Peter Zijlstra wrote:
On Tue, 2008-02-05 at 15:37 -0800, Max Krasnyanskiy wrote:
Folks,
I just realized that in latest Linus' tree following sysctls are under
SCHED_DEBUG:
sched_rt_period
sched_rt_ratio
I do not believe that is correct. I know that we do not want to expose
scheduler knobs
in general but theses are not the heuristic kind of knobs. There is no way the scheduler
can magically figure out what the correct setting should be here.
Yeah, since fixed.
Super. I guess it's not in mainline yet. Or it wasn't yesterday.
Also shouldn't those new RT features that recently went be configurable and _disabled_
by default ? For example "RT watchdog" and "RT throttling" actually seem very questionable.
SCHED_FIFO is clearly defined as
"
A SCHED_FIFO process runs until either it is blocked by an I/O request, it is preempted
by a higher priority process, or it calls sched_yield(2).
"
The watchdog is disabled by default, the bandwidth is .95s every 1s,
which is mainly a safe-guard against run-away real-time tasks. As long
as real-time usage stays within those limits nothing happens. If you
don't like it set sched_rt_runtime [*] to -1.
Oh. From looking at the code I assumed I need to set sched_rt_ratio to 65536.
I guess you changed things around a bit. I'll look at the latest changes.
Both the watchdog and the throttling are clearly braking that rule.

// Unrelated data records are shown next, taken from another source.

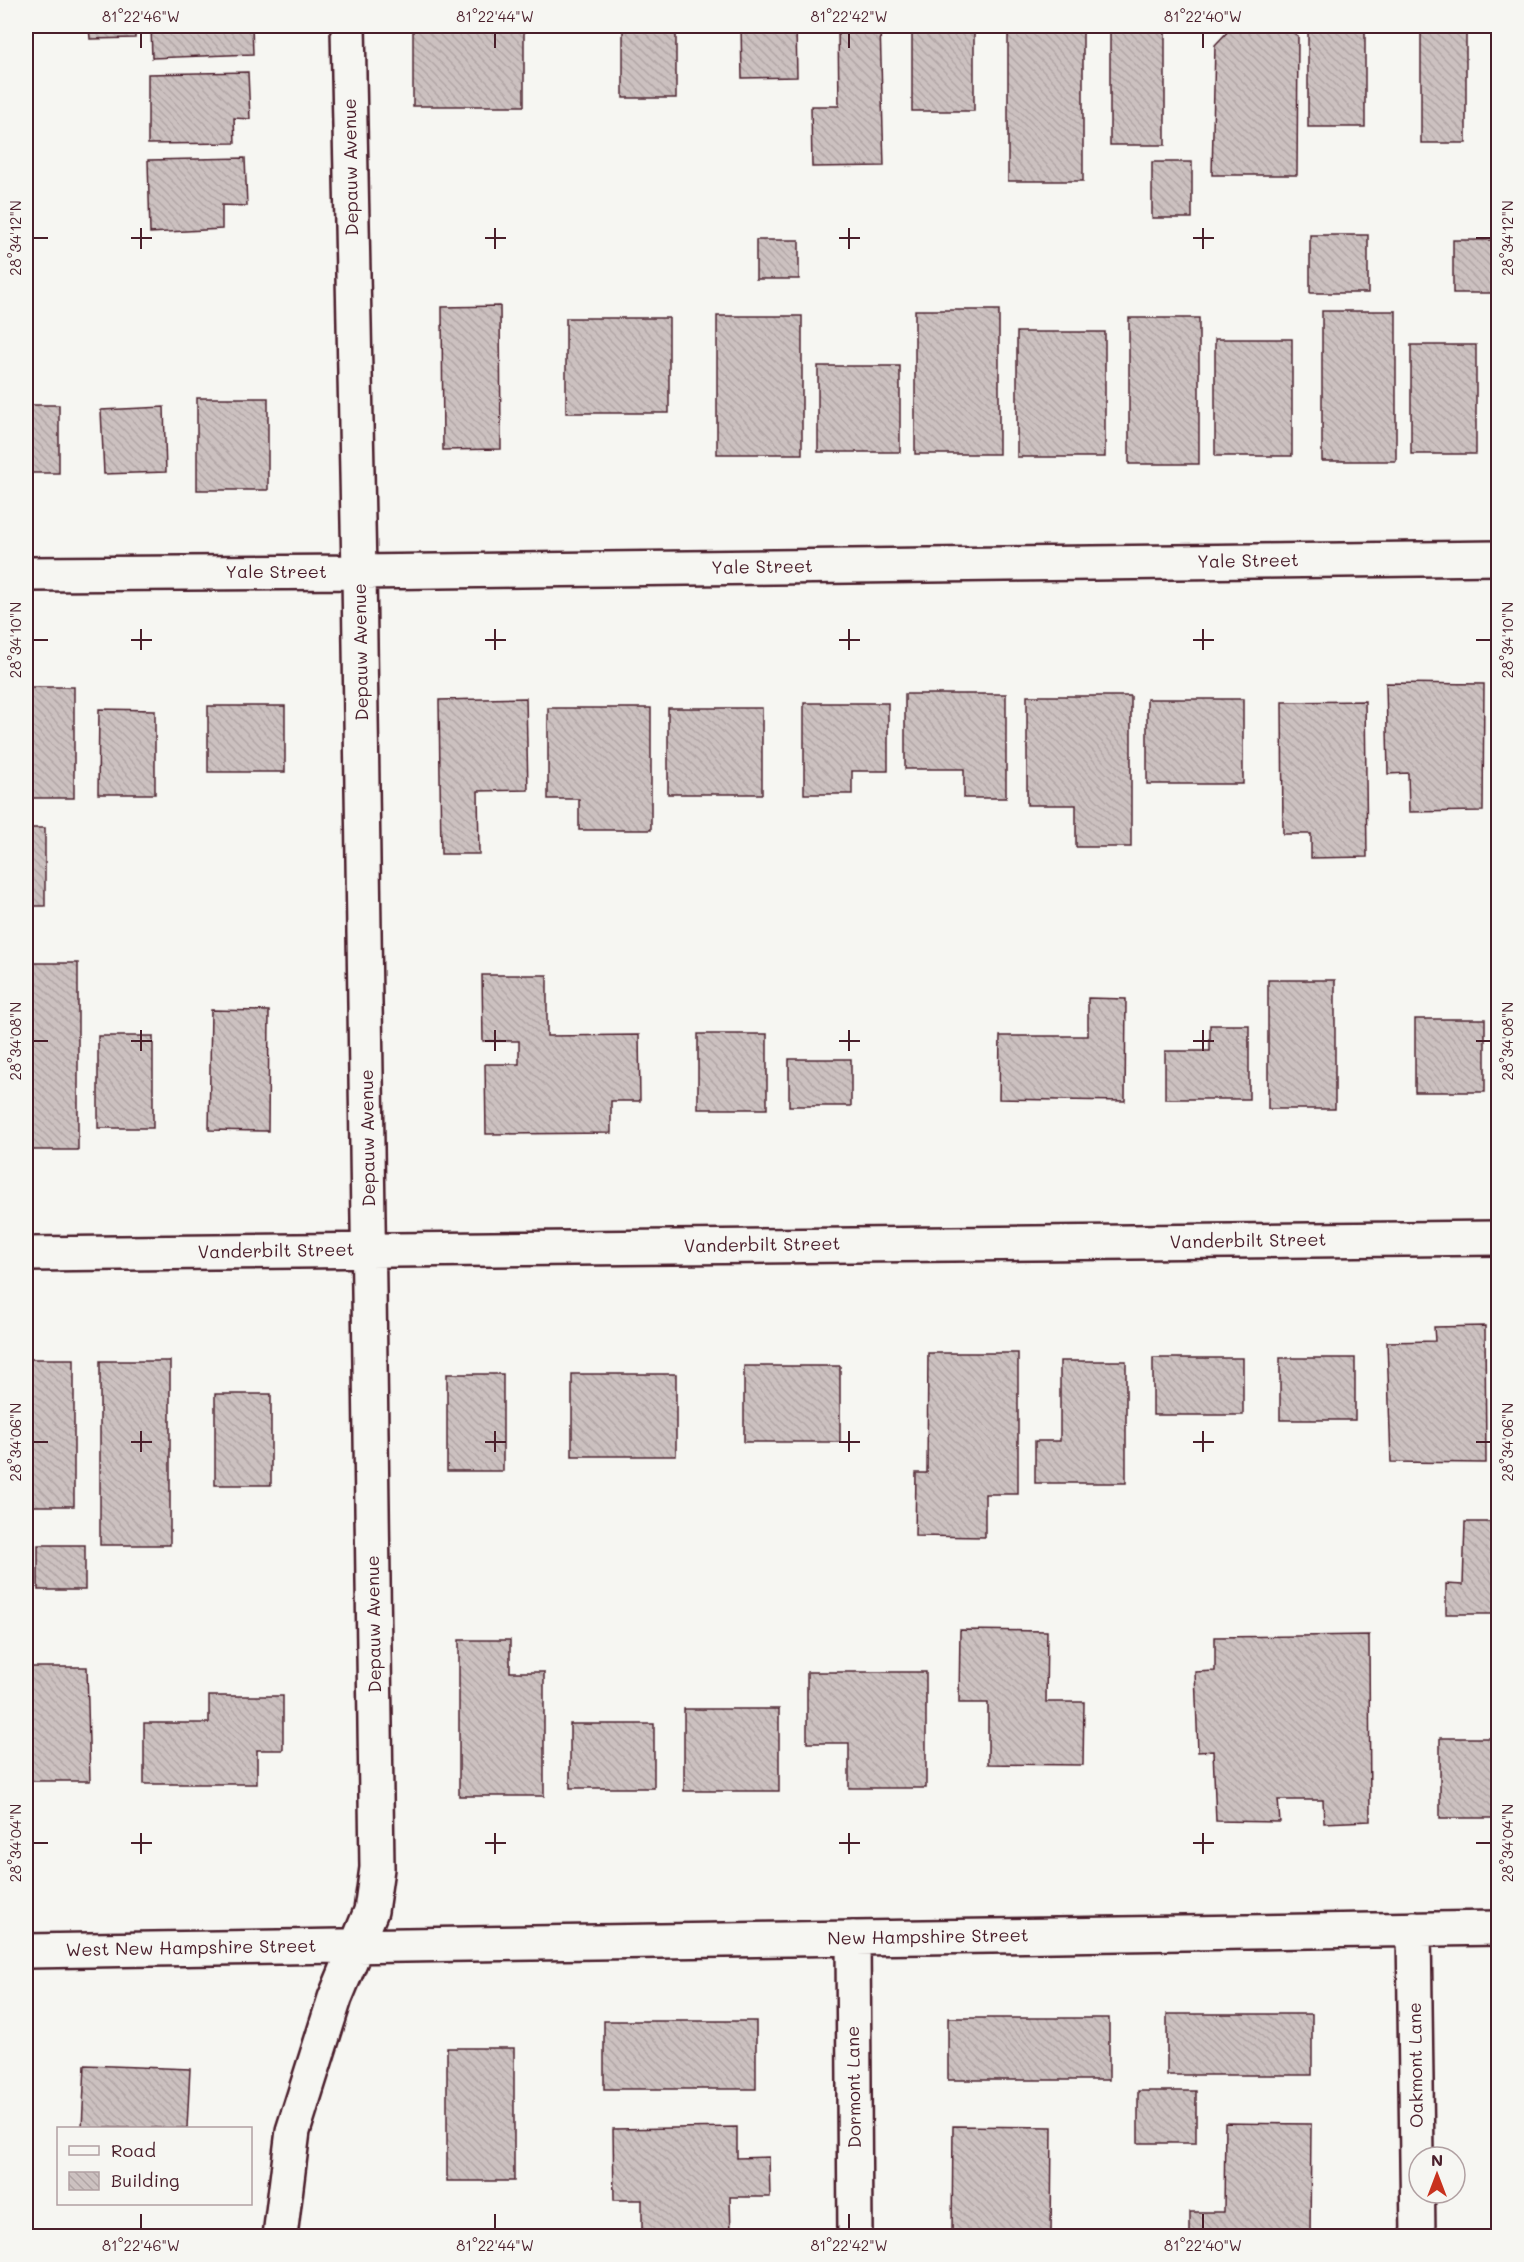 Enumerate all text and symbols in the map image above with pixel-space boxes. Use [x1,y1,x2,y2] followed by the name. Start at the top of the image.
[102,6,180,26] text: 81°22'46"W
[456,6,534,26] text: 81°22'44"W
[810,6,888,26] text: 81°22'42"W
[1164,6,1242,26] text: 81°22'40"W
[337,98,363,236] street label: Depauw Avenue
[5,200,25,276] text: 28°34'12"N
[1497,200,1517,276] text: 28°34'12"N
[1197,547,1299,573] street label: Yale Street
[711,553,813,579] street label: Yale Street
[225,559,327,583] street label: Yale Street
[347,583,373,721] street label: Depauw Avenue
[5,602,25,678] text: 28°34'10"N
[1497,602,1517,678] text: 28°34'10"N
[5,1002,25,1080] text: 28°34'08"N
[1497,1002,1517,1080] text: 28°34'08"N
[354,1069,380,1207] street label: Depauw Avenue
[1169,1227,1327,1253] street label: Vanderbilt Street
[683,1231,841,1257] street label: Vanderbilt Street
[197,1237,355,1263] street label: Vanderbilt Street
[5,1403,25,1481] text: 28°34'06"N
[1497,1403,1517,1481] text: 28°34'06"N
[360,1555,386,1693] street label: Depauw Avenue
[5,1804,25,1882] text: 28°34'04"N
[1497,1804,1517,1882] text: 28°34'04"N
[827,1922,1029,1950] street label: New Hampshire Street
[65,1933,317,1961] street label: West New Hampshire Street
[1402,2002,1428,2128] street label: Oakmont Lane
[840,2026,866,2148] street label: Dormont Lane
[57,2127,252,2205] legend
[111,2138,156,2162] text: Road
[1407,2145,1467,2205] north arrow
[1431,2149,1443,2170] text: N
[111,2168,179,2192] text: Building
[102,2235,180,2255] text: 81°22'46"W
[456,2235,534,2255] text: 81°22'44"W
[810,2235,888,2255] text: 81°22'42"W
[1164,2235,1242,2255] text: 81°22'40"W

I think it's good to have
those features but not enabled by default and certainly not with sysctls that disable them
hidden under debugging.
How about this:
- We introduce Kconfig options for them ?
I don't see why this would be needed.
Reduces code size and RT scheduler complexity for the cases when these features
are not required.
For example my preference would for RT scheduler to be as lean as possible to avoid any kind of
overhead and cache pollution. I know both watchdog and throttling end up being a single if() when
disabled via sysctl, but it all adds up.
- Expose all rt sysctls outside of #ifdef DEBUG
Already did this somewhere along the line.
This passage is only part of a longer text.